Question regarding Gaussian mixture model (GMM) using EM algorithm

Hello everyone! I have read the GMM tutorial on the website, and I wanted to create a naive version of GMM where the mixture weights, means, covariance matrices are treated as learnable parameters instead of latent variables; in other words, no prior distributions are assumed for them. The model assumptions and the E-step are shown in the picture attached.

I think the major problem I had was I don’t know how to use the same set of parameters for model and guide. In pyro, it seems that the parameters (theta) for the generative process is defined in a model, while the parameters (phi) for the inference process is defined in a guide. In EM algorithm, we essentially use the same set of parameters for the E-step and M-step, and I don’t know how to reflect this in my code.

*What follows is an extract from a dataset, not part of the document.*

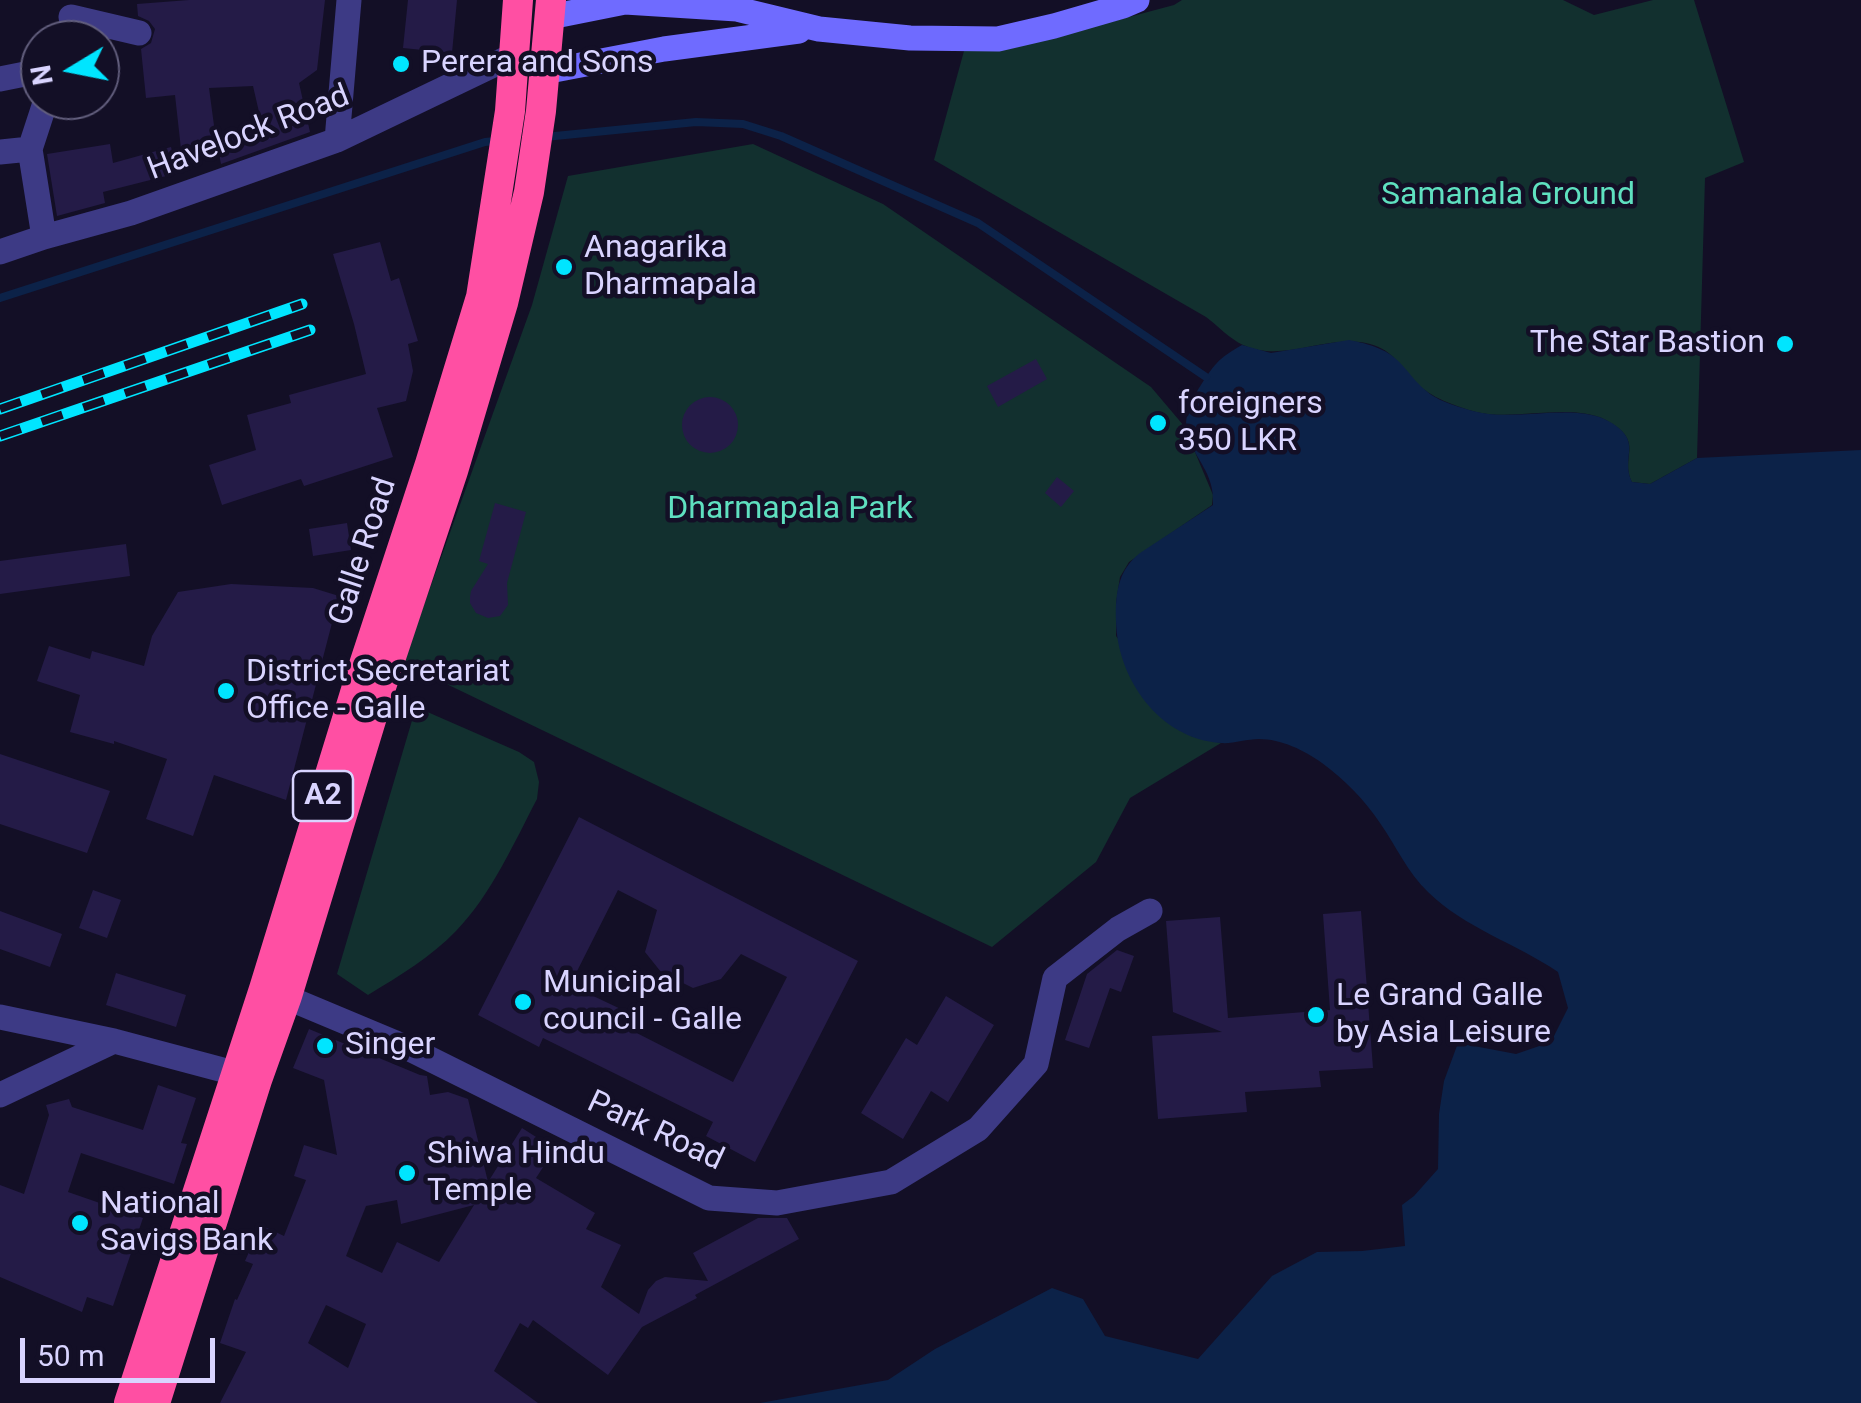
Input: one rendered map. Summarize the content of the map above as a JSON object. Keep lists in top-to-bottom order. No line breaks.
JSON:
{"streets":{"highway":["Galle Road","A2"],"street":["Havelock Road","Park Road"]},"crossings":[["Havelock Road","Galle Road"],["Havelock Road","A2"],["Galle Road","A2"],["Galle Road","Park Road"]],"parks":["Samanala Ground","Dharmapala Park"],"places":["Perera and Sons","Anagarika Dharmapala","The Star Bastion","foreigners 350 LKR","District Secretariat Office - Galle","Municipal council - Galle","Le Grand Galle by Asia Leisure","Singer","Shiwa Hindu Temple","National Savigs Bank"],"scale_bar":"50 m","north":"left"}
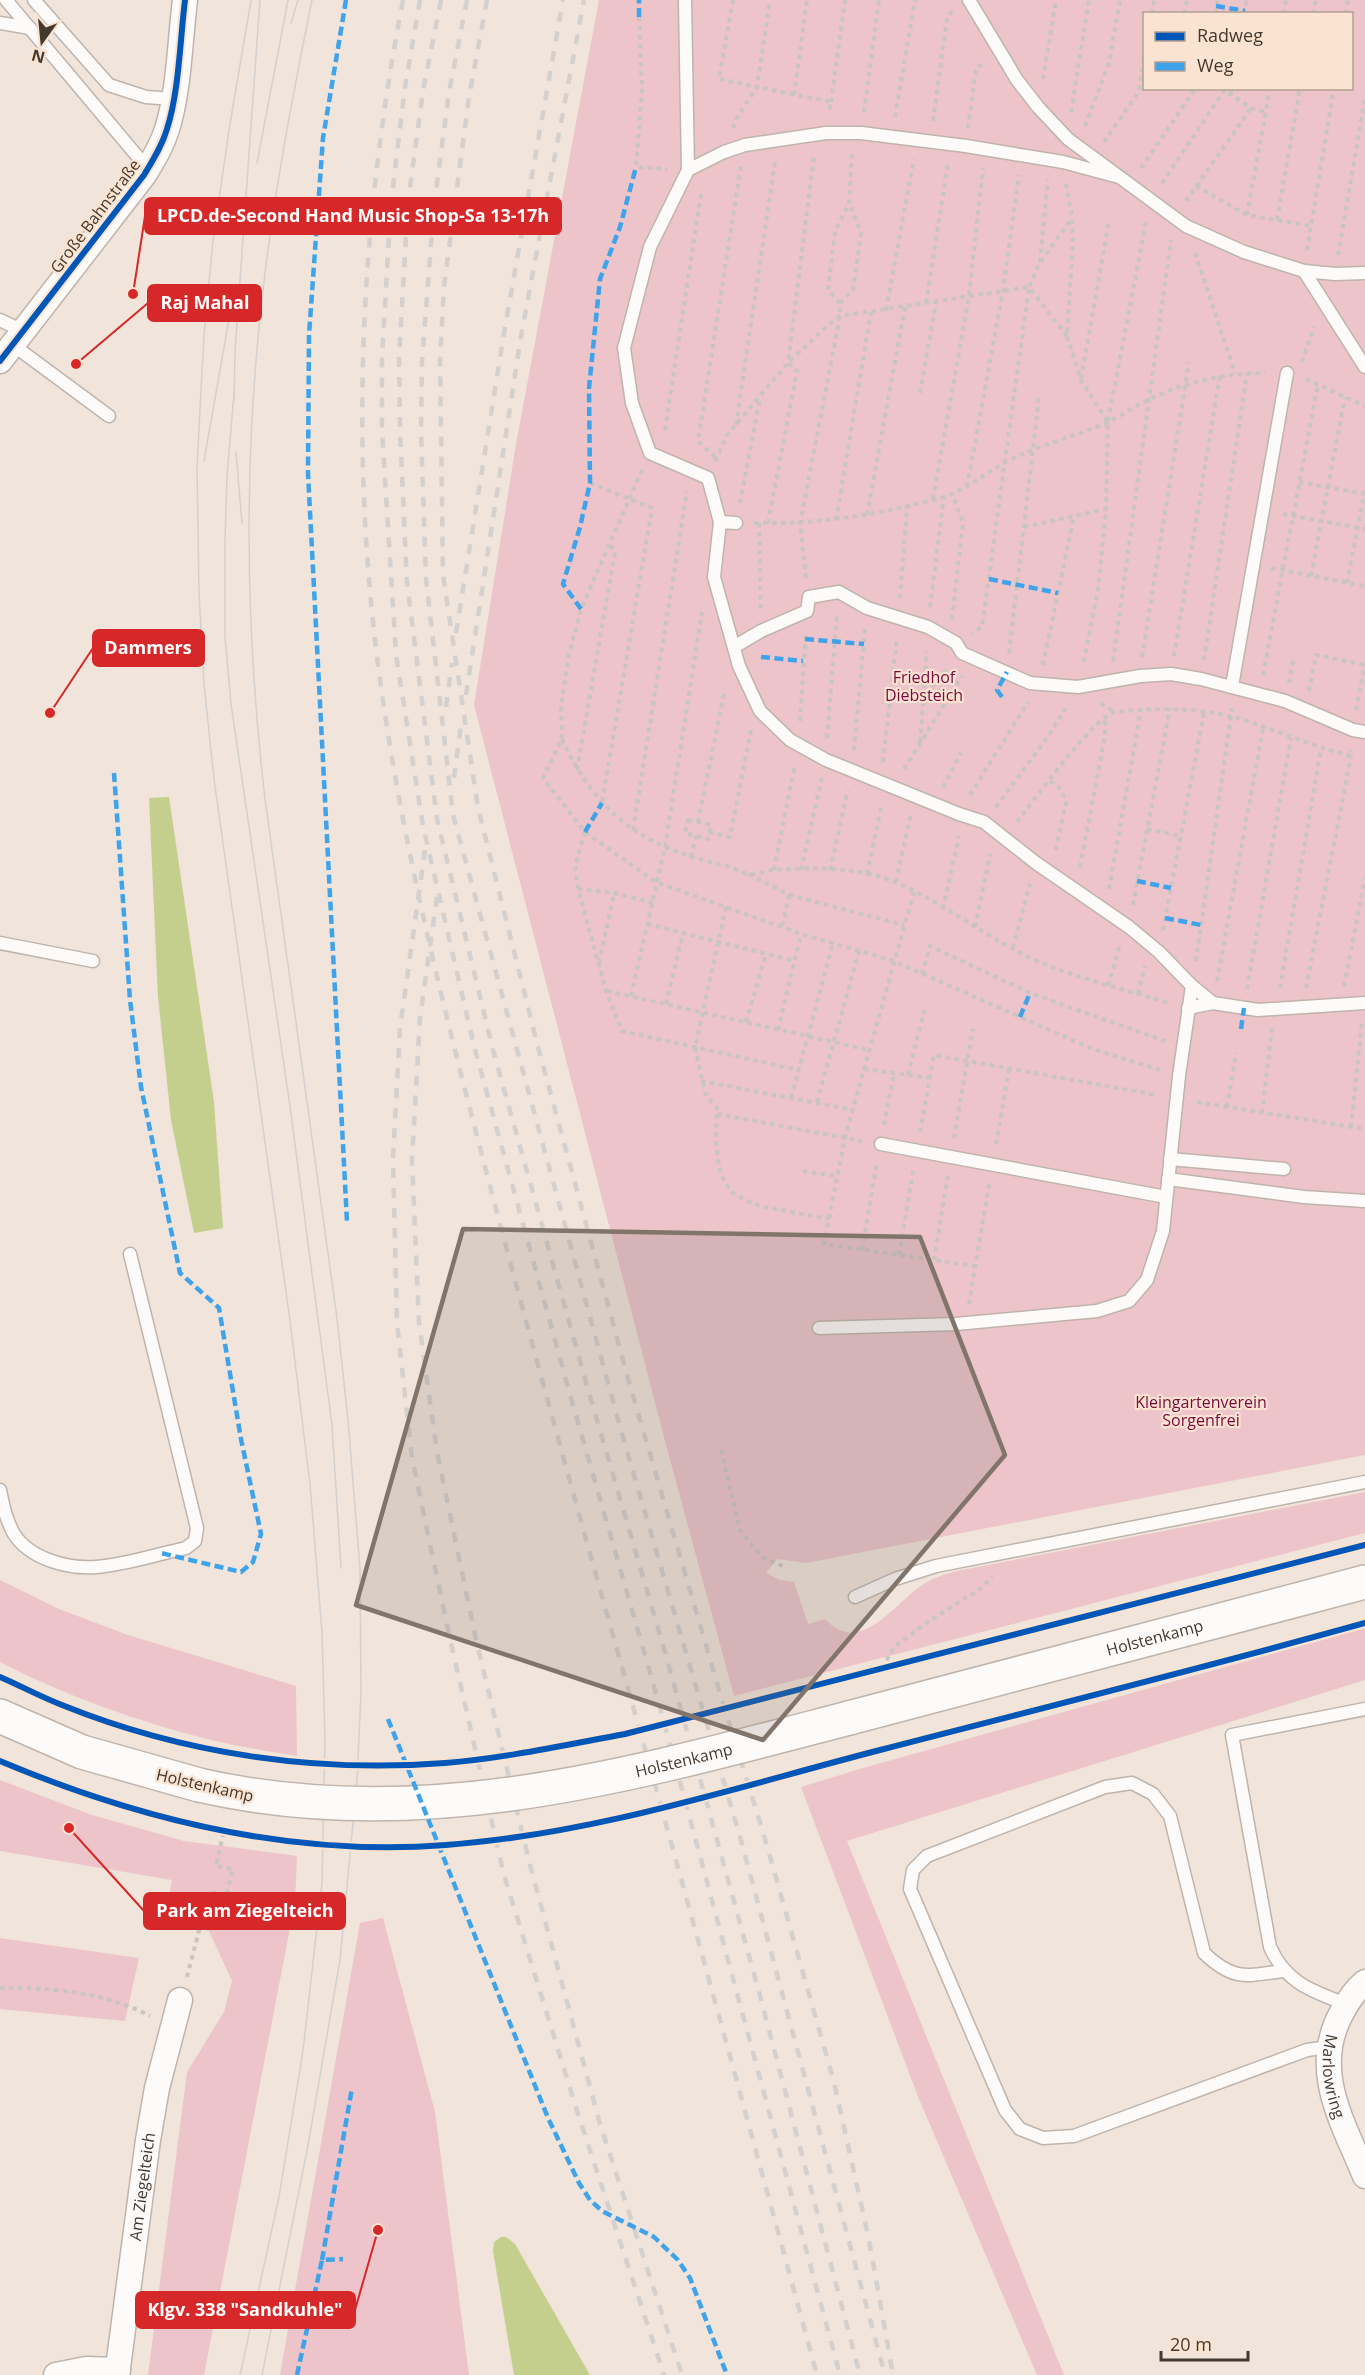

Here’s my model and guide:

def model(data, K=3): 
    num_obs,num_dim = data.shape

    with pyro.plate("data", size=num_obs):
        assignment = pyro.sample("assignment", dist.Categorical(torch.ones(K)/K))  
        means = torch.zeros(K, num_dim)
        scale_tril = torch.eye(num_dim).repeat(K, 1, 1)  
        pyro.sample("obs", dist.MultivariateNormal(means[assignment], scale_tril=scale_tril[assignment]), obs=data)

def guide(data, K=3):
    num_obs,num_dim = data.shape

    # define learnable parameters: mixture weights, means, covariance matrices
    weights = pyro.param("weights", torch.ones(K)/K, constraint=dist.constraints.simplex)
    means = pyro.param("means", torch.randn(K, num_dim))  
    chol_factor = pyro.param("chol_factor", torch.eye(num_dim).repeat(K, 1, 1))
    scale_diag = pyro.param("scale_diag", torch.ones(K, num_dim), constraint=dist.constraints.positive)
    scale_tril = chol_factor @ torch.diag_embed(scale_diag)   

    with pyro.plate("data", size=num_obs):
        # log(pi_k) + log(Normal(x_i | mu_k, Sigma_k))
        log_probs = torch.stack([dist.MultivariateNormal(means[k], scale_tril=scale_tril[k]).log_prob(data) for k in range(K)], dim=-1) + torch.log(weights)  
        assignment_probs = torch.exp(log_probs - torch.logsumexp(log_probs, dim=1, keepdim=True))
        assignment = pyro.sample("assignment", dist.Categorical(probs=assignment_probs))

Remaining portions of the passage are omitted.